# YOUR GOAL
Scan the entries below for the word "arrow", then copy each line that holds it.

AVAILABLE RECORDS below:

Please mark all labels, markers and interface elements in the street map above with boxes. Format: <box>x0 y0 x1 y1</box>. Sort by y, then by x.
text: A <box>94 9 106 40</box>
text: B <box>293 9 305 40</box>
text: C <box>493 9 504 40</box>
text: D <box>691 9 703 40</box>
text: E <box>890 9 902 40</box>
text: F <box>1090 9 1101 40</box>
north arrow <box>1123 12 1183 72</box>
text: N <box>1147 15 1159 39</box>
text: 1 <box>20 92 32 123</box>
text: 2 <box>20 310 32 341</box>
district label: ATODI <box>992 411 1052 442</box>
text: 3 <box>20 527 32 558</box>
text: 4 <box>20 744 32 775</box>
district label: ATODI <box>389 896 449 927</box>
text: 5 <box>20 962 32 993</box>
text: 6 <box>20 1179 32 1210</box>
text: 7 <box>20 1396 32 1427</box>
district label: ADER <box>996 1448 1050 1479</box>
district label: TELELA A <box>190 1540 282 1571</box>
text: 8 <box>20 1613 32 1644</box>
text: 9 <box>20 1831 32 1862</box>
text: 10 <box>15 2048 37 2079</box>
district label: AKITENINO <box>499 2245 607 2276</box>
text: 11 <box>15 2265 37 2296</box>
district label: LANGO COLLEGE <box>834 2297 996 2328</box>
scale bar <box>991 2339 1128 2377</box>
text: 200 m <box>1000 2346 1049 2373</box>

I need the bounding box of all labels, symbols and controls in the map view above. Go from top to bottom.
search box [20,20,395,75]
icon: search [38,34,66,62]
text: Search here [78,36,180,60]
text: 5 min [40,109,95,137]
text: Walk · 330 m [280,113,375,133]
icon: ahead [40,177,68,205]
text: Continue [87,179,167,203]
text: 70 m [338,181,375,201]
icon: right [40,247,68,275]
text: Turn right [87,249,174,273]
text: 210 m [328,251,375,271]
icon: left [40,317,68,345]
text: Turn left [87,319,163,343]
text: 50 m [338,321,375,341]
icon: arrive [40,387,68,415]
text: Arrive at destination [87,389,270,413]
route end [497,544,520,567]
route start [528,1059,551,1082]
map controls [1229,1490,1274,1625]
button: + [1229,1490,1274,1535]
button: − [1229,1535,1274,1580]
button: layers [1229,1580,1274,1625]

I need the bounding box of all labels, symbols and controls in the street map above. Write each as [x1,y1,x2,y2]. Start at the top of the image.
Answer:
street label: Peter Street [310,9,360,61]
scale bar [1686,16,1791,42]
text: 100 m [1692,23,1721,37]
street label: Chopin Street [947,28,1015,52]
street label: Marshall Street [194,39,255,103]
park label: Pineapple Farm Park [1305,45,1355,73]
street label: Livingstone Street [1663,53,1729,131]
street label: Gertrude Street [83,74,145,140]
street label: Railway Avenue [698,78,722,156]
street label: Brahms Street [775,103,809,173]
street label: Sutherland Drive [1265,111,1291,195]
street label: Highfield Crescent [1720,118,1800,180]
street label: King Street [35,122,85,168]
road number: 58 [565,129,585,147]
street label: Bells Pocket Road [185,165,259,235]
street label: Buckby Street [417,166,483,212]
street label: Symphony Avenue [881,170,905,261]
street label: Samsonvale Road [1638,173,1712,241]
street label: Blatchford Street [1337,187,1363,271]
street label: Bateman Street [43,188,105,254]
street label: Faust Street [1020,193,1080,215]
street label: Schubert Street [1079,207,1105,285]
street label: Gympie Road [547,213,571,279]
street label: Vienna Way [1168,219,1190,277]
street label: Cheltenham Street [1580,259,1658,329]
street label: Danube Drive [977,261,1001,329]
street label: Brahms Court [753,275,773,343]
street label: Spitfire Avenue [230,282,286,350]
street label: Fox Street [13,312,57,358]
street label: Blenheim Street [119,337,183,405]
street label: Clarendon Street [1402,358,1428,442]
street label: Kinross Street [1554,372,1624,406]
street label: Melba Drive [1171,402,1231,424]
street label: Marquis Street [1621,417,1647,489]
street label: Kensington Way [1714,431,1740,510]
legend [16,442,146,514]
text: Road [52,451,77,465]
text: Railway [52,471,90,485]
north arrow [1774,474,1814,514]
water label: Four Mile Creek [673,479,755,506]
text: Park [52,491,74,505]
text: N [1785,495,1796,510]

End of AVAILABLE RECORDS.

# ANSWER AREA
north arrow <box>1123 12 1183 72</box>
north arrow [1774,474,1814,514]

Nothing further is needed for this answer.